# [Exercise directions]
Transcribe each line below verbatim; pictures excluded.

# [Provided records]
☆ ☆ ☆ ☆

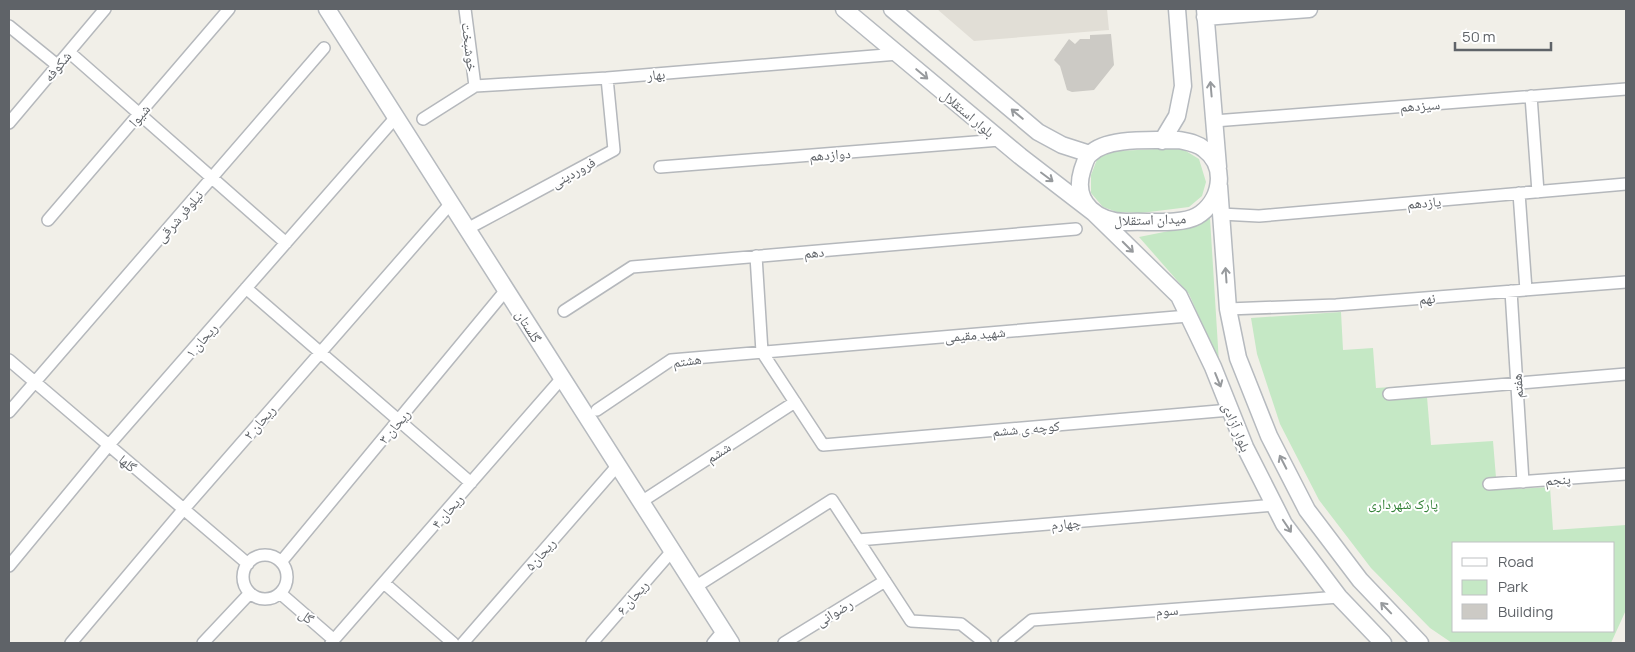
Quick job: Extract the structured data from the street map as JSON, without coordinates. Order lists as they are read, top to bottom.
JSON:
{
  "streets": {
    "main road": [
      "بلوار استقلال",
      "میدان استقلال",
      "گلستان",
      "بلوار آزادی"
    ],
    "street": [
      "خوشبخت",
      "شکوفه",
      "بهار",
      "سیزدهم",
      "شیوا",
      "دوازدهم",
      "فروردینی",
      "یازدهم",
      "نیلوفر شرقی",
      "دهم",
      "نهم",
      "شهید مقیمی",
      "ریحان ۱",
      "هشتم",
      "هفتم",
      "ریحان ۲",
      "ریحان ۳",
      "کوچه ی ششم",
      "ششم",
      "گلها",
      "پنجم",
      "ریحان ۴",
      "چهارم",
      "ریحان۵",
      "ریحان ۶",
      "سوم",
      "رضوانی",
      "گل"
    ]
  },
  "crossings": [
    ["خوشبخت", "بهار"],
    ["بهار", "بلوار استقلال"],
    ["بهار", "فروردینی"],
    ["سیزدهم", "بلوار آزادی"],
    ["بلوار استقلال", "دوازدهم"],
    ["بلوار استقلال", "میدان استقلال"],
    ["بلوار استقلال", "بلوار آزادی"],
    ["فروردینی", "گلستان"],
    ["یازدهم", "بلوار آزادی"],
    ["نیلوفر شرقی", "گلها"],
    ["میدان استقلال", "بلوار آزادی"],
    ["نهم", "هفتم"],
    ["نهم", "بلوار آزادی"],
    ["گلستان", "ریحان ۱"],
    ["گلستان", "ریحان ۲"],
    ["گلستان", "ریحان ۳"],
    ["گلستان", "ششم"],
    ["گلستان", "ریحان ۴"],
    ["گلستان", "ریحان۵"],
    ["گلستان", "ریحان ۶"],
    ["شهید مقیمی", "هشتم"],
    ["شهید مقیمی", "بلوار آزادی"],
    ["ریحان ۱", "گلها"],
    ["هفتم", "پنجم"],
    ["ریحان ۲", "گلها"],
    ["ریحان ۳", "گلها"],
    ["ریحان ۳", "گل"],
    ["بلوار آزادی", "کوچه ی ششم"],
    ["بلوار آزادی", "چهارم"],
    ["بلوار آزادی", "سوم"],
    ["کوچه ی ششم", "ششم"],
    ["گلها", "گل"],
    ["ریحان ۴", "گل"]
  ],
  "parks": ["پارک شهرداری"],
  "legend": ["Road", "Park", "Building"],
  "scale_bar": "50 m"
}
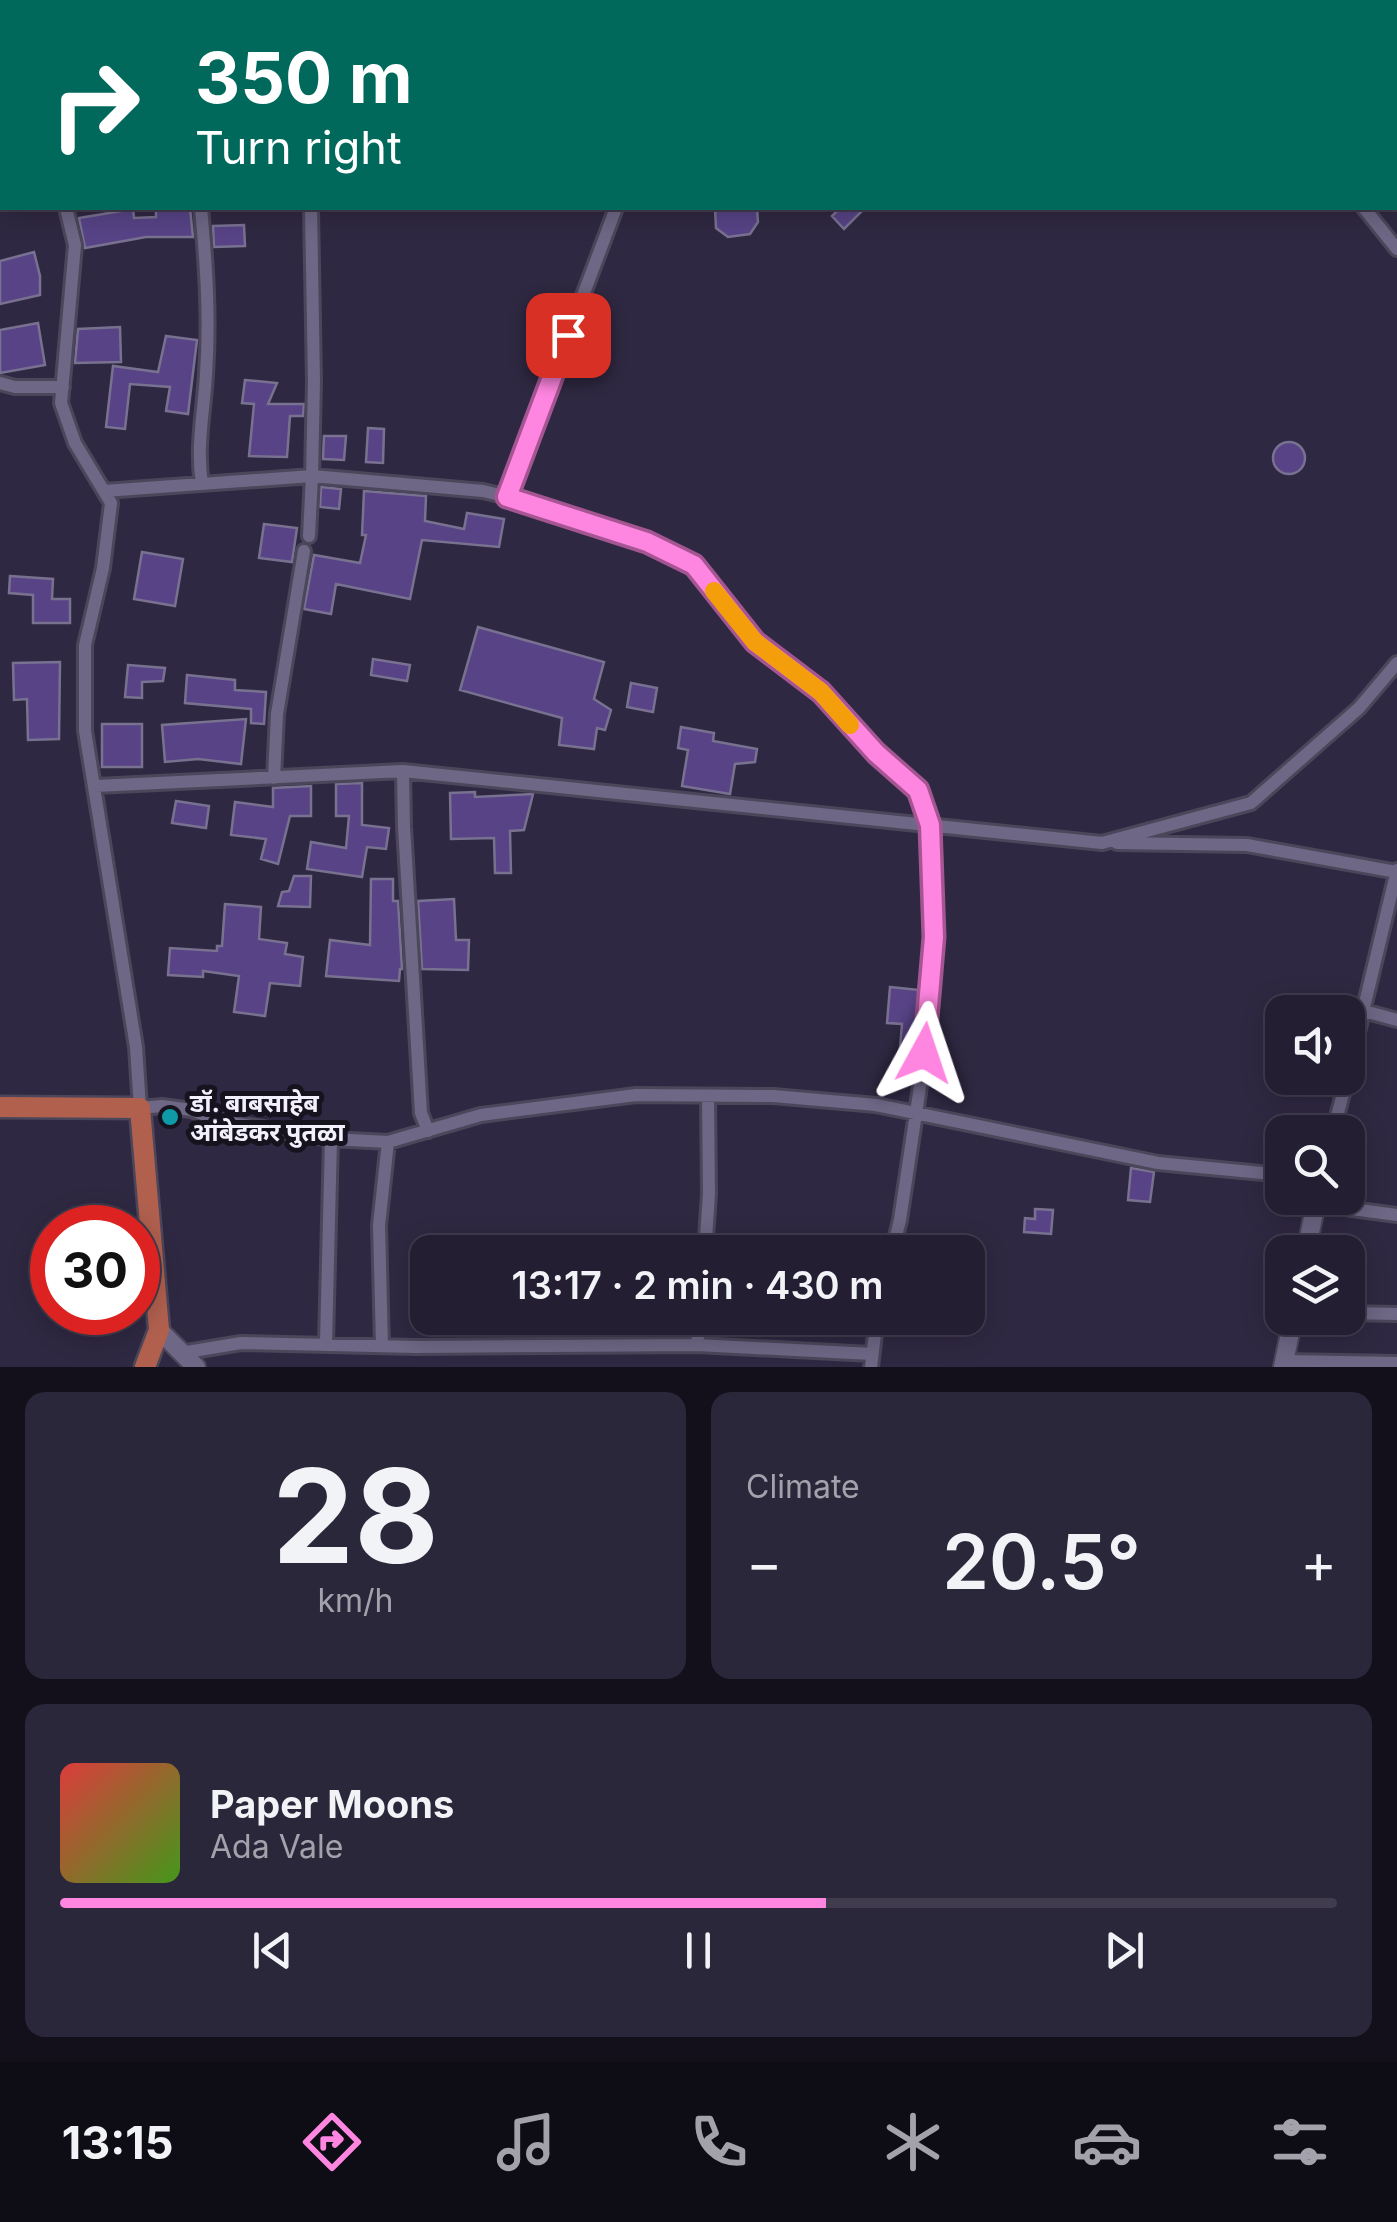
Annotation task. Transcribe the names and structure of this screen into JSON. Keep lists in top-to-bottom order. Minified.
{"places":["डॉ. बाबसाहेब आंबेडकर पुतळा"],"page":{"turn":["350 m","Turn right"],"limit":"30","trip":"13:17 · 2 min · 430 m","tile":[["28","km/h"],"Climate"],"heat":["−","20.5°","+"],"song":["Paper Moons","Ada Vale"],"tabs":"13:15"}}
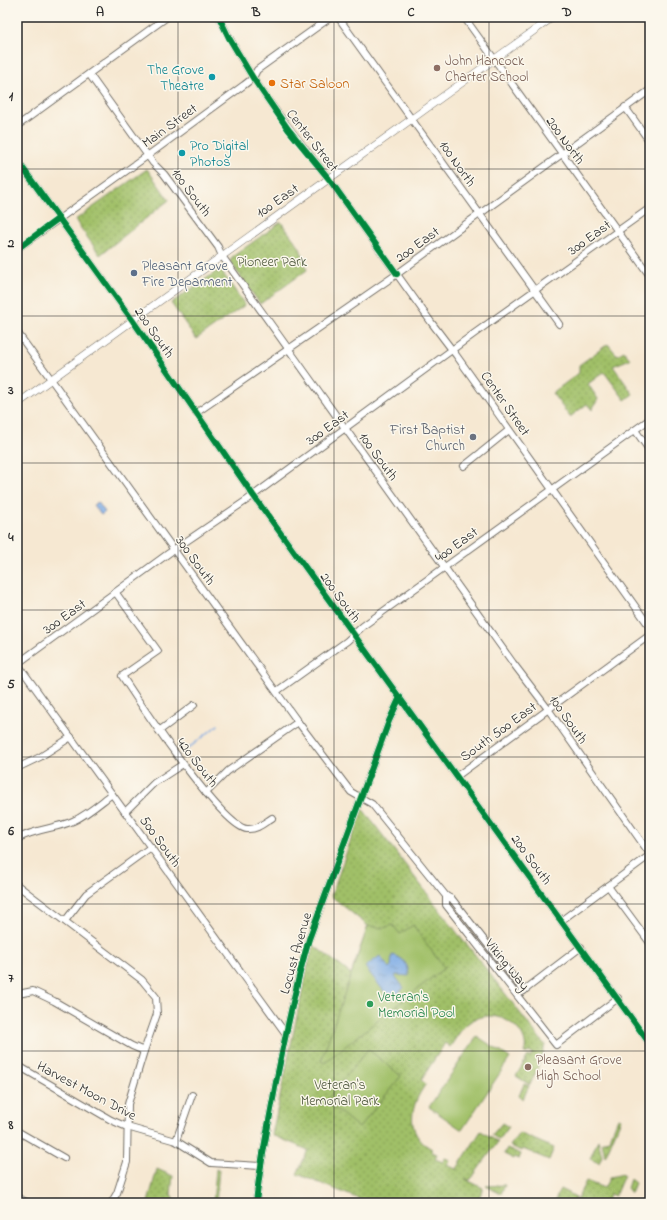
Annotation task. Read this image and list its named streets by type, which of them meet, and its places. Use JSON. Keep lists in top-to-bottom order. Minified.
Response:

☆ ☆ ☆ ☆

# [Your response]
Quick job: Extract the structured data from the street map as JSON, without coordinates. Order lists as they are read, top to bottom.
JSON:
{
  "streets": {
    "main road": [
      "بلوار استقلال",
      "میدان استقلال",
      "گلستان",
      "بلوار آزادی"
    ],
    "street": [
      "خوشبخت",
      "شکوفه",
      "بهار",
      "سیزدهم",
      "شیوا",
      "دوازدهم",
      "فروردینی",
      "یازدهم",
      "نیلوفر شرقی",
      "دهم",
      "نهم",
      "شهید مقیمی",
      "ریحان ۱",
      "هشتم",
      "هفتم",
      "ریحان ۲",
      "ریحان ۳",
      "کوچه ی ششم",
      "ششم",
      "گلها",
      "پنجم",
      "ریحان ۴",
      "چهارم",
      "ریحان۵",
      "ریحان ۶",
      "سوم",
      "رضوانی",
      "گل"
    ]
  },
  "crossings": [
    ["خوشبخت", "بهار"],
    ["بهار", "بلوار استقلال"],
    ["بهار", "فروردینی"],
    ["سیزدهم", "بلوار آزادی"],
    ["بلوار استقلال", "دوازدهم"],
    ["بلوار استقلال", "میدان استقلال"],
    ["بلوار استقلال", "بلوار آزادی"],
    ["فروردینی", "گلستان"],
    ["یازدهم", "بلوار آزادی"],
    ["نیلوفر شرقی", "گلها"],
    ["میدان استقلال", "بلوار آزادی"],
    ["نهم", "هفتم"],
    ["نهم", "بلوار آزادی"],
    ["گلستان", "ریحان ۱"],
    ["گلستان", "ریحان ۲"],
    ["گلستان", "ریحان ۳"],
    ["گلستان", "ششم"],
    ["گلستان", "ریحان ۴"],
    ["گلستان", "ریحان۵"],
    ["گلستان", "ریحان ۶"],
    ["شهید مقیمی", "هشتم"],
    ["شهید مقیمی", "بلوار آزادی"],
    ["ریحان ۱", "گلها"],
    ["هفتم", "پنجم"],
    ["ریحان ۲", "گلها"],
    ["ریحان ۳", "گلها"],
    ["ریحان ۳", "گل"],
    ["بلوار آزادی", "کوچه ی ششم"],
    ["بلوار آزادی", "چهارم"],
    ["بلوار آزادی", "سوم"],
    ["کوچه ی ششم", "ششم"],
    ["گلها", "گل"],
    ["ریحان ۴", "گل"]
  ],
  "parks": ["پارک شهرداری"],
  "legend": ["Road", "Park", "Building"],
  "scale_bar": "50 m"
}
Annotation task. Transcribe the names and structure of this screen into JSON. Keep lists in top-to-bottom order. Minified.
{"places":["डॉ. बाबसाहेब आंबेडकर पुतळा"],"page":{"turn":["350 m","Turn right"],"limit":"30","trip":"13:17 · 2 min · 430 m","tile":[["28","km/h"],"Climate"],"heat":["−","20.5°","+"],"song":["Paper Moons","Ada Vale"],"tabs":"13:15"}}
Annotation task. Read this image and list its named streets by type, which of them meet, and its places. Use JSON. Keep lists in top-to-bottom order. Minified.
Response:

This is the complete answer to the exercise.